We are in the green room at London’s Festival Hall where, just a few minutes earlier, Alderman was announced as this year’s winner of the Baileys Women’s Prize for Fiction for her sci-fi novel The Power.
Her gripping book – described by the judges as a “brilliantly imagined dystopia” – explores a future in which women have the ability to give electric shocks at will – often with deadly results – and men live in fear.
When I suggest that it all that sounds a bit like a plotline from Doctor Who, Alderman nods enthusiastically.
She did, after all, write a Doctor Who spin off novel starring Matt Smith’s incarnation of the Time Lord in 2011.
“I would love to write for Doctor Who on the telly – and you can put that in this piece!” says Alderman. “That has been an ambition of mine for decades.”
She recalls how her first ever rejection letter was from Doctor Who magazine when she was 14. “I still have it proudly. I was very thrilled because a rejection letter is what proper writers get.”
But back to our interview about The Power.
What ideas inspired the novel?
One of the ideas of the novel is that women – if we could be in a position to physically hurt people – would be all lovely all the time. I think that in itself is something of a patronising idea.
Given that women can be CEOs how did we ever end up in a position when we thought they couldn’t? The answer seemed to be to be very much tied up with violence.
On average men are taller and have more muscle strength in their upper bodies. On average more men could hurl a women across the room than vice versa.
There are many wonderful men in the world, but it only takes one man in a thousand to be exercising that [power] for every woman to end up afraid. At the point you are afraid your options are gone.
That’s my theory about what’s going on.
How hard a novel was it to write?
A wrote a full draft of 200,000 words and then threw it away and started again. I started with just one narrator, and then re-wrote a draft with four main characters.

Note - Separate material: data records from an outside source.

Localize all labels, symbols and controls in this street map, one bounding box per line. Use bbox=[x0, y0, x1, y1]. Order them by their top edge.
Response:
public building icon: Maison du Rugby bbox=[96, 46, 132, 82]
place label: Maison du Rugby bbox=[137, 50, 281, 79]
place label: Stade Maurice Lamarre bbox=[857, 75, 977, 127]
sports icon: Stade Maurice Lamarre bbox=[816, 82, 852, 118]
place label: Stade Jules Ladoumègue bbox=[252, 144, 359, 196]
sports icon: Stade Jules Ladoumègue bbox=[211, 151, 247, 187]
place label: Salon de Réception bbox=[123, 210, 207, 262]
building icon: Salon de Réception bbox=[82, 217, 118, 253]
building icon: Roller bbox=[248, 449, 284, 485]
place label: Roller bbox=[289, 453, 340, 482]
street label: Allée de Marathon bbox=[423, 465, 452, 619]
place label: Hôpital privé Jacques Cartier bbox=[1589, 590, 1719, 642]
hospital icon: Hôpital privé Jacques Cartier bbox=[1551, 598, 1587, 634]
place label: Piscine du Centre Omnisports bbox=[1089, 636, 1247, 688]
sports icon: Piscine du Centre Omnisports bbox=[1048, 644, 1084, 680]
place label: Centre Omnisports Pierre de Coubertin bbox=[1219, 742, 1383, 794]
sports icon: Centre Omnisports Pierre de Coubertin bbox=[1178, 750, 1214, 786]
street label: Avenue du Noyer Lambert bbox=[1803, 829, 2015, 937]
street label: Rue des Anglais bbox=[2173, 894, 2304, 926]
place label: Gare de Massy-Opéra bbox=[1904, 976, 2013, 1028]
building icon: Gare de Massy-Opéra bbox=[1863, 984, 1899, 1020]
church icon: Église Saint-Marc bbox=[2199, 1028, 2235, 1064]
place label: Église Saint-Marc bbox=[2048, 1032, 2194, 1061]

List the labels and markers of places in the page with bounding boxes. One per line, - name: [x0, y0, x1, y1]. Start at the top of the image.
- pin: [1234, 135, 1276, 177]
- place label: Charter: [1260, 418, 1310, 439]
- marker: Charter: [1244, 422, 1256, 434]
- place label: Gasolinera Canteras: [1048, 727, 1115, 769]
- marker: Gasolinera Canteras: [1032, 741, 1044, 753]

The book is dedicated to your mentor Margaret Atwood and her partner Graeme Gibson. How much an influence was she?
The first draft was written talking to her as I went along. We had long conversations about what the world might be like if this had happened. When I reached the point of the second draft I realise I had got to write this next draft without showing it to her, I think that was the right decision.
You’re adapting The Power for a TV series. How is that going?

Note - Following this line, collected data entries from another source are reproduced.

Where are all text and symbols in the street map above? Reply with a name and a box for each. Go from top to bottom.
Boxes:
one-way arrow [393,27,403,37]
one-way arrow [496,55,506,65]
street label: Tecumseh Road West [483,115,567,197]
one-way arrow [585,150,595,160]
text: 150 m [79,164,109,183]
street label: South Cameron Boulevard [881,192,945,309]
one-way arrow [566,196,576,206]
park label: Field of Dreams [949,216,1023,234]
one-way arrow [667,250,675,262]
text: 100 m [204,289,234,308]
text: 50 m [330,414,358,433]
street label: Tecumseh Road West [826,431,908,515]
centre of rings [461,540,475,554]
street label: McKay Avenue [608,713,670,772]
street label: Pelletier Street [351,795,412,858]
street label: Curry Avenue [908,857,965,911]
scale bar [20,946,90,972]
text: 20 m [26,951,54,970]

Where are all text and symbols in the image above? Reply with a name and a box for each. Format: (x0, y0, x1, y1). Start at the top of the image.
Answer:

I’m in the process of writing the pilot right now. Its been a joyful process of thinking about what else might enter into that world as there’s much more space in a long-running TV show.
The time scale is a bit finger in the wind. I’d hope I’d have a draft of the script written in the next few months.

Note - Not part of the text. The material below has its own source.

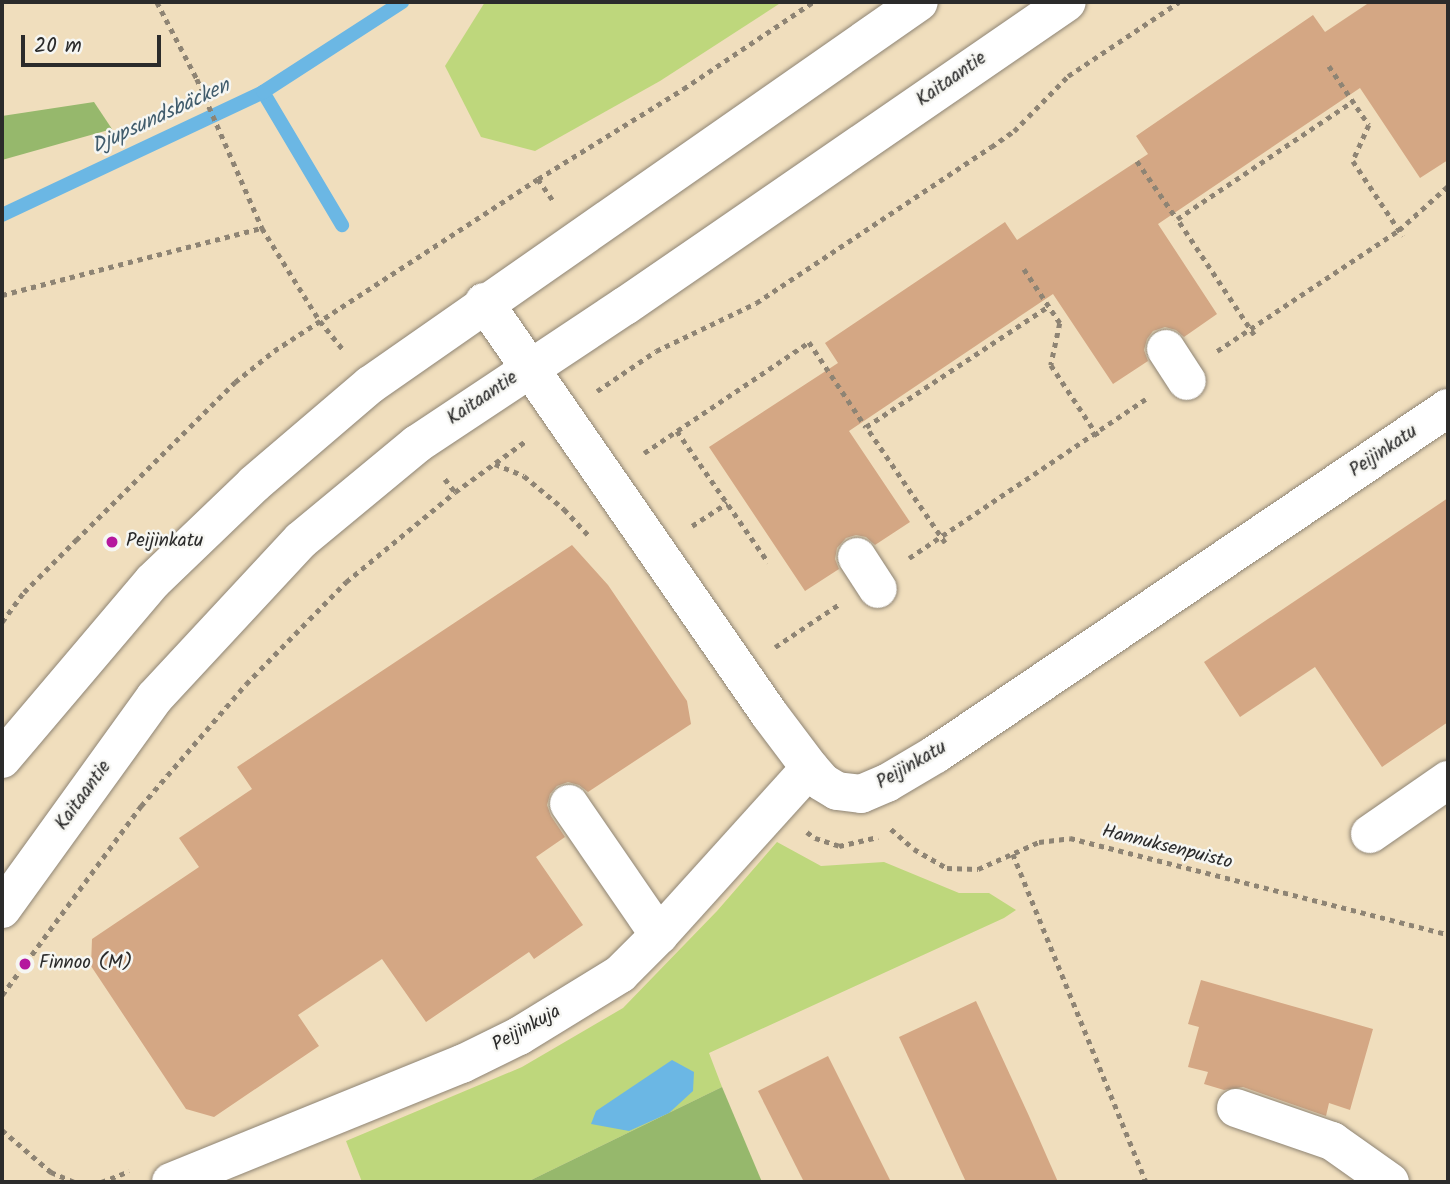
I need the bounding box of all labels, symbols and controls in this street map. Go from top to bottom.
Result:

How different are the reactions from male and female readers?
Women get very, very excited by this book. They understand what I’m talking about, Men look at me with tremendous fear.
I think the reason is that it’s very different to know that violence happens to women in the world, than it is to consider what it would be like if you had to be afraid of that violence yourself.
It’s very different to see someone with a gun pointed at their head than when the barrels are pointed at your own head.
I’m quite pleased that I’ve given men that experience to see this would be really terrifying – and they wouldn’t be able to live their life in as free a way as they do.